What to produce:
All that is needed is the number of lines in the records that contain the word "middle", stated without anything else.

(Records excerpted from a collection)
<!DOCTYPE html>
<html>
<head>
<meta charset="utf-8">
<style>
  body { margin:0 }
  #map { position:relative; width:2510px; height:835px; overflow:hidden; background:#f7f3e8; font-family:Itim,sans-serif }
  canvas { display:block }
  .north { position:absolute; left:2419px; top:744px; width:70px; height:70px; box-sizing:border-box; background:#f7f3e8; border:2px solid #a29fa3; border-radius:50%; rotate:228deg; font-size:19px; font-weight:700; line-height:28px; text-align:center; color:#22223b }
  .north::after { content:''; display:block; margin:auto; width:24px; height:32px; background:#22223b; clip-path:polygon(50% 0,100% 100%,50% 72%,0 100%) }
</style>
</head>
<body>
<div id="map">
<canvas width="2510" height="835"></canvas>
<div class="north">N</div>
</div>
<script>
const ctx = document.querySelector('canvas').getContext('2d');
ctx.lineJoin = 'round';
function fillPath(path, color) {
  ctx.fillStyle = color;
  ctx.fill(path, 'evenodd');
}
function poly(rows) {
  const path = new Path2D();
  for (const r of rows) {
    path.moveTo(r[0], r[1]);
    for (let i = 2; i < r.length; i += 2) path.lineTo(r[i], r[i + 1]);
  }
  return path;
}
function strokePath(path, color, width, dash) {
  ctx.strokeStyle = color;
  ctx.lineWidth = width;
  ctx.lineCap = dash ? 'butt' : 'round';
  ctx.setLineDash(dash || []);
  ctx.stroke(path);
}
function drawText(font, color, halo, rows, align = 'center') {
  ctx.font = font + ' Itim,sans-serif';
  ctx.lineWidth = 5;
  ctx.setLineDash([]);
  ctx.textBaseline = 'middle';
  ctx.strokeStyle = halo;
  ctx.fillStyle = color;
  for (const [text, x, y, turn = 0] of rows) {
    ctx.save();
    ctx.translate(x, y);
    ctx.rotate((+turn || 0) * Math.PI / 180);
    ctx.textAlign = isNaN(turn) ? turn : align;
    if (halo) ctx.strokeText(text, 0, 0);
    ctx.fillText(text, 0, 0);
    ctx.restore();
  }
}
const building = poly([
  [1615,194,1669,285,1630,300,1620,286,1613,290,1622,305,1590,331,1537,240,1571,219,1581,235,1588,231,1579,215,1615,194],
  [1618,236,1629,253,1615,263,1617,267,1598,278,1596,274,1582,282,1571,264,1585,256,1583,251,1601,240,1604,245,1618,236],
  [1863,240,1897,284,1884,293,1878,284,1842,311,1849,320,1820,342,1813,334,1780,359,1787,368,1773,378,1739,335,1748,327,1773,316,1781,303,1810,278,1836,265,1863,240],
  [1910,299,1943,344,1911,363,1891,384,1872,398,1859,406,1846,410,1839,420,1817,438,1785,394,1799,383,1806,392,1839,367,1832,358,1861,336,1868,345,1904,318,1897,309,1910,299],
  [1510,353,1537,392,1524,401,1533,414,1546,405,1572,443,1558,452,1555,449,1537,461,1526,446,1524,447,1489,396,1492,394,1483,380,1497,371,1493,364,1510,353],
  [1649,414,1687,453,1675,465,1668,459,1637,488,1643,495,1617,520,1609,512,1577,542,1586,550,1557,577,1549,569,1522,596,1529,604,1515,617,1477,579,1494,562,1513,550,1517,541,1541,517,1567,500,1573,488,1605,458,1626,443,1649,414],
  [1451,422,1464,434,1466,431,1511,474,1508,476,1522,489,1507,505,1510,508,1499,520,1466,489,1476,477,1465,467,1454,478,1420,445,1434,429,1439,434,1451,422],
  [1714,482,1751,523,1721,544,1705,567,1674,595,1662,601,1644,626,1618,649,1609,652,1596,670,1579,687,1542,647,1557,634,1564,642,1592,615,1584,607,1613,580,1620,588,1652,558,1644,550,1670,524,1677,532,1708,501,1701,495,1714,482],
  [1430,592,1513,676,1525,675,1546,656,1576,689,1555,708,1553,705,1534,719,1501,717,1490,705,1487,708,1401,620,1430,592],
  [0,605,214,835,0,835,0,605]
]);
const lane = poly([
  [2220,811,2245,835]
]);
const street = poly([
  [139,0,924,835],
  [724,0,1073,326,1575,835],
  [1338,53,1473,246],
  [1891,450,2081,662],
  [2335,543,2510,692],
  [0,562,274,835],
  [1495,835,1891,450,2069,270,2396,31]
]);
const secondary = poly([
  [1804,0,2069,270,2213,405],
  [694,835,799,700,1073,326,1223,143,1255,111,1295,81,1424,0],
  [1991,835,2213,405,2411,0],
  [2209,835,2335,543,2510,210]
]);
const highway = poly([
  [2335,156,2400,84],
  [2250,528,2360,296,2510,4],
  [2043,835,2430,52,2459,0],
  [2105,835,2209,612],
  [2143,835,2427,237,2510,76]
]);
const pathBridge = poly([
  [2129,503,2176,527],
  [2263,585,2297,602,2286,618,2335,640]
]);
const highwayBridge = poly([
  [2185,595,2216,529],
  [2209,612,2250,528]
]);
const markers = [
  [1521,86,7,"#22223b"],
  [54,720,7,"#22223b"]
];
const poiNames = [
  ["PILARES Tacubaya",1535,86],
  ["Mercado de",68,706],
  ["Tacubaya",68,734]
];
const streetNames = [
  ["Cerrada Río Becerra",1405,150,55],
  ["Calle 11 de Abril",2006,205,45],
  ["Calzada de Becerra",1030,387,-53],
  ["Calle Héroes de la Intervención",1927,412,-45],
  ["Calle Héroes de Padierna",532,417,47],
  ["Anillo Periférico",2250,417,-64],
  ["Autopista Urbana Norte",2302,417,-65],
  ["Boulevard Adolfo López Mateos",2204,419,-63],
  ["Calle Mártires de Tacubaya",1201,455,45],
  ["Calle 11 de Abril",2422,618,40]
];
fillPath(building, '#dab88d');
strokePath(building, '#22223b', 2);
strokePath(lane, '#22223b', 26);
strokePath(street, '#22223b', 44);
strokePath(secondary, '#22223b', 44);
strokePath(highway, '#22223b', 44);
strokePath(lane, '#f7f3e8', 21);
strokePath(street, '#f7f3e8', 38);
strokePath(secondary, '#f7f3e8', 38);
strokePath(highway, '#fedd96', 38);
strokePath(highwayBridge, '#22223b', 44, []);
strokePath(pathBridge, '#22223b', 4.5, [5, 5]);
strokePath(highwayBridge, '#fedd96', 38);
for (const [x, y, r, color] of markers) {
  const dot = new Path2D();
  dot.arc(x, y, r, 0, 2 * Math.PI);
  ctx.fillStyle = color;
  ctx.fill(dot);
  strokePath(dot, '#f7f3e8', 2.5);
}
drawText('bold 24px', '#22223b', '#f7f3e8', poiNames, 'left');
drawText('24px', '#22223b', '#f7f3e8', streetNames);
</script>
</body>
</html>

* * *

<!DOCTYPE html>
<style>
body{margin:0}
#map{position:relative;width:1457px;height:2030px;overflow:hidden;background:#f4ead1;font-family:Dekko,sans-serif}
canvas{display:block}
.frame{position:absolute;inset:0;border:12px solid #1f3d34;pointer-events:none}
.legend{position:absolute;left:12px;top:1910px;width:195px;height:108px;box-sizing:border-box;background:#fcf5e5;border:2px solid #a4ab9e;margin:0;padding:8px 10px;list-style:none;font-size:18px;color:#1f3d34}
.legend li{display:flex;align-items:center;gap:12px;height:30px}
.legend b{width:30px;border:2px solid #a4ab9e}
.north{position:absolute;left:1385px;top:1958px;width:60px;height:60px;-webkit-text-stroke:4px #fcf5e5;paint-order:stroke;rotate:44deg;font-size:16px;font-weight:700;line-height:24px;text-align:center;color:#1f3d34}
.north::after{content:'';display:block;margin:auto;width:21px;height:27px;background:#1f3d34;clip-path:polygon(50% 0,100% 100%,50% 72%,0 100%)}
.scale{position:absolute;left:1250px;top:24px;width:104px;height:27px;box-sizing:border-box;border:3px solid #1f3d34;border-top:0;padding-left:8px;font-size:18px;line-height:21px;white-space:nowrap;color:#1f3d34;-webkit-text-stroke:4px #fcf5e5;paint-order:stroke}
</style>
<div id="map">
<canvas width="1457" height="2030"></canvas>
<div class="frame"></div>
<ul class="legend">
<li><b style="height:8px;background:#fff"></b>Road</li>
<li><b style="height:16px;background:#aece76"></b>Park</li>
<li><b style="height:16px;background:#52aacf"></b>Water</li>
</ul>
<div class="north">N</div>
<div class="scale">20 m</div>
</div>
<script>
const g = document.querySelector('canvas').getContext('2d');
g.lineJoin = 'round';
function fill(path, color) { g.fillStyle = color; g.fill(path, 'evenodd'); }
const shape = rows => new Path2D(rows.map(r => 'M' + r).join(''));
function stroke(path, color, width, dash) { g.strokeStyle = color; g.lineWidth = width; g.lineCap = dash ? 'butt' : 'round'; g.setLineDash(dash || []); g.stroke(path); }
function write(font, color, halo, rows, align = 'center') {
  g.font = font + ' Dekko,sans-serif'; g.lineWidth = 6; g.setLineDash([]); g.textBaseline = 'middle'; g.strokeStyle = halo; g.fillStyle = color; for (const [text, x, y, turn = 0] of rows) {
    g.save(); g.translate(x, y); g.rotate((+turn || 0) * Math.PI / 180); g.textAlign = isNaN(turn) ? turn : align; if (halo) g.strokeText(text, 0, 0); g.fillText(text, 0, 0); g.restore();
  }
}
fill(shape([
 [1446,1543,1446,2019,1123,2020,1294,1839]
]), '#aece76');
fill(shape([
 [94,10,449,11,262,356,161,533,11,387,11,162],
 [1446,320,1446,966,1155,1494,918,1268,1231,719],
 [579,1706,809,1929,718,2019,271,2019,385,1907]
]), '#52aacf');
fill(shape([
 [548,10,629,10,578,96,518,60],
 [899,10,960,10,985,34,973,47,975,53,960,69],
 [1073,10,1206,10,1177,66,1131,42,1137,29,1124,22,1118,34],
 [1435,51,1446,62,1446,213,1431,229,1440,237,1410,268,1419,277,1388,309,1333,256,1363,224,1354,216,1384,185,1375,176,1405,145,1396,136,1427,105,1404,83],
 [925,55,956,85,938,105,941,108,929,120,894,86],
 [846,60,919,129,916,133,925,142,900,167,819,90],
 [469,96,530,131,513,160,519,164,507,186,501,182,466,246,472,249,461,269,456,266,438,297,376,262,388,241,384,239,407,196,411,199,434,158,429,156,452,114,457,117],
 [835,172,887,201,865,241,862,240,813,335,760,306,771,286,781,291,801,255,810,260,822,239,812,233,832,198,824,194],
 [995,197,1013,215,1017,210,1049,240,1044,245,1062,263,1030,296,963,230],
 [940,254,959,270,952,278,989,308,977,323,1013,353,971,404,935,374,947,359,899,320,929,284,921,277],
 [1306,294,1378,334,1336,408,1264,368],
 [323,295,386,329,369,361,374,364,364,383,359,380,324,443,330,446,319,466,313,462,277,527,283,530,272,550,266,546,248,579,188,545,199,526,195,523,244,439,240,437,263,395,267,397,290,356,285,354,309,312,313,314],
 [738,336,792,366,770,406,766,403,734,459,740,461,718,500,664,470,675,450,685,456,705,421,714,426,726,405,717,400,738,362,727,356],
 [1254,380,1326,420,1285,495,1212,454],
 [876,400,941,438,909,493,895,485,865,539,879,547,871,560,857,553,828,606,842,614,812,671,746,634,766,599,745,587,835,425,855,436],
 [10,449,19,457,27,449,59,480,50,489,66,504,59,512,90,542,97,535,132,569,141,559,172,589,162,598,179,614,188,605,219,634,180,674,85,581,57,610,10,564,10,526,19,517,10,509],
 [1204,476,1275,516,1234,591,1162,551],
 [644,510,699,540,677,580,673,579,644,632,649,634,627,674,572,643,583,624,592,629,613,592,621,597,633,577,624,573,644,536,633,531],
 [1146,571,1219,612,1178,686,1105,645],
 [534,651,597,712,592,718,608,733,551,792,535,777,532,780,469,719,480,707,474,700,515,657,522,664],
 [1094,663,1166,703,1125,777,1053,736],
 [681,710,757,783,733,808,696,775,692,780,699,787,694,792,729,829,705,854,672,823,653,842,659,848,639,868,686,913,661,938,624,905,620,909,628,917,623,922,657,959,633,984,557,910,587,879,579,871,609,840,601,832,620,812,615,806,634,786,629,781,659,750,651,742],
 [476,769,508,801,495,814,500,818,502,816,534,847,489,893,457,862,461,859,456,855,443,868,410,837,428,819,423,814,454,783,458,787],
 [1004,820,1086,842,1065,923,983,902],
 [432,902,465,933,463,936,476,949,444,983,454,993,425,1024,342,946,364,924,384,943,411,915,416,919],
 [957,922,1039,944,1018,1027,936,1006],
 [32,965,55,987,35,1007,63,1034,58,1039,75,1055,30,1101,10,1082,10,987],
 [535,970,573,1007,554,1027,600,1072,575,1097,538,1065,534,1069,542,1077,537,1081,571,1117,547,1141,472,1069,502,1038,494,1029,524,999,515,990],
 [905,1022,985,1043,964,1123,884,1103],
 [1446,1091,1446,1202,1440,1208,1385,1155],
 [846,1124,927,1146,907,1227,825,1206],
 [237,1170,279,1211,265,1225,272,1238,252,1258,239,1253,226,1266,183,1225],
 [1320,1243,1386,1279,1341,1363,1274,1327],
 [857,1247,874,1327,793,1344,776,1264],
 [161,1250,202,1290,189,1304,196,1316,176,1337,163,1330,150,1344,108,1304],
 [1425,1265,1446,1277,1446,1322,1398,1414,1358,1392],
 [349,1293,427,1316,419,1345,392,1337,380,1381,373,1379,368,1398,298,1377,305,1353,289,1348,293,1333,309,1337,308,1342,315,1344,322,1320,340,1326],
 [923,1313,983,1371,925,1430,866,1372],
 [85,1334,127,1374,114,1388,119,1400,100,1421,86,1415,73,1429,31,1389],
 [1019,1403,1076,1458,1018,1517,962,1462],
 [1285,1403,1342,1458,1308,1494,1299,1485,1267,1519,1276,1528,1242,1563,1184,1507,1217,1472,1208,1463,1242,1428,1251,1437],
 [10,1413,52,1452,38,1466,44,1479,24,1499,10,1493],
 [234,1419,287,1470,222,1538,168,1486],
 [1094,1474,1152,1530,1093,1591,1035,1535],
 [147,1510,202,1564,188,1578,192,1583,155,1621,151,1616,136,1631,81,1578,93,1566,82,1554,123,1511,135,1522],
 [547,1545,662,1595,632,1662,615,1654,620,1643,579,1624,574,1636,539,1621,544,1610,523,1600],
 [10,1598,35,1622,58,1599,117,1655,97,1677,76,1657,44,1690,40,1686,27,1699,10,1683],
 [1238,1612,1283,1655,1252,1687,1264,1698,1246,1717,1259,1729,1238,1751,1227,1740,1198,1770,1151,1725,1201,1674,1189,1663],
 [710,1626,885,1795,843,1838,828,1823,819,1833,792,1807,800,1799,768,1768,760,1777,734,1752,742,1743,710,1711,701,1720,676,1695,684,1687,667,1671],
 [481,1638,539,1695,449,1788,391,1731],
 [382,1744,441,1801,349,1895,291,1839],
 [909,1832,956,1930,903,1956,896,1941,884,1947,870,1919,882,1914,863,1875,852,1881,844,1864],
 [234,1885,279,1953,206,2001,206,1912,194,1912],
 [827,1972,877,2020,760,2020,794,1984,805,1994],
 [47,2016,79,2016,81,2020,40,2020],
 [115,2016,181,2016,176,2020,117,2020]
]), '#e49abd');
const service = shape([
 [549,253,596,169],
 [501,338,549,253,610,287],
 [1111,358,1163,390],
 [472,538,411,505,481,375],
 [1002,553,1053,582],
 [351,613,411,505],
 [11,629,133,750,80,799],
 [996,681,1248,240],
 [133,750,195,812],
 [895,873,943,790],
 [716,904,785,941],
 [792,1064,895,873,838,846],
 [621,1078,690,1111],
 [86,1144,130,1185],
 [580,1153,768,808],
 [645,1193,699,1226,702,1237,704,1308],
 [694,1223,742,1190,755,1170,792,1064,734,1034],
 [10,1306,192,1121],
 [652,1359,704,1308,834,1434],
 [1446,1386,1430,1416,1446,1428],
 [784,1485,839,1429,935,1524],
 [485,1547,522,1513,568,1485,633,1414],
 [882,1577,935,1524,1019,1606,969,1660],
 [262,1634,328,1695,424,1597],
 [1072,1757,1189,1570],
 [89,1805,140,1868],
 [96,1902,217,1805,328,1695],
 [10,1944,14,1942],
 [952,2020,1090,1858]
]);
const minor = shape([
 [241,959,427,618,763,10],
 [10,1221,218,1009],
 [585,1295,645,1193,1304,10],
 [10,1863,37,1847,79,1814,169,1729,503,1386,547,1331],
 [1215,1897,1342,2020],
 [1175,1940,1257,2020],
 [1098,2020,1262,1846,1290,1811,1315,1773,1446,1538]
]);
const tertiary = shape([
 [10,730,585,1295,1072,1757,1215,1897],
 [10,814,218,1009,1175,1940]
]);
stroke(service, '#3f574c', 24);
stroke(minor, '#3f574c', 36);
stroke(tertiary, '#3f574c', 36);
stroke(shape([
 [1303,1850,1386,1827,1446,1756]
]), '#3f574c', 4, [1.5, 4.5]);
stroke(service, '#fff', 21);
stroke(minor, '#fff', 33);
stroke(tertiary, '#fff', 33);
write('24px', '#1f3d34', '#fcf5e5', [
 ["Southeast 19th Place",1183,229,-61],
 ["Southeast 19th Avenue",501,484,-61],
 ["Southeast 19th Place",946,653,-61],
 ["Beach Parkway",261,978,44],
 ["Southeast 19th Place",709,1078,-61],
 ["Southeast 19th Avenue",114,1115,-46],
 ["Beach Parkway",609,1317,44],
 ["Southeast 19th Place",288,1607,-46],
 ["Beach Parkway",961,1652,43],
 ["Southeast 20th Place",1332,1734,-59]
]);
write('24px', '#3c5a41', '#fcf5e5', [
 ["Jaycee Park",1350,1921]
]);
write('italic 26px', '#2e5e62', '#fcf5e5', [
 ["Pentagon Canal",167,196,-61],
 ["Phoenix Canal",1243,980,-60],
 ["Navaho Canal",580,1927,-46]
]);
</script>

Task result:
2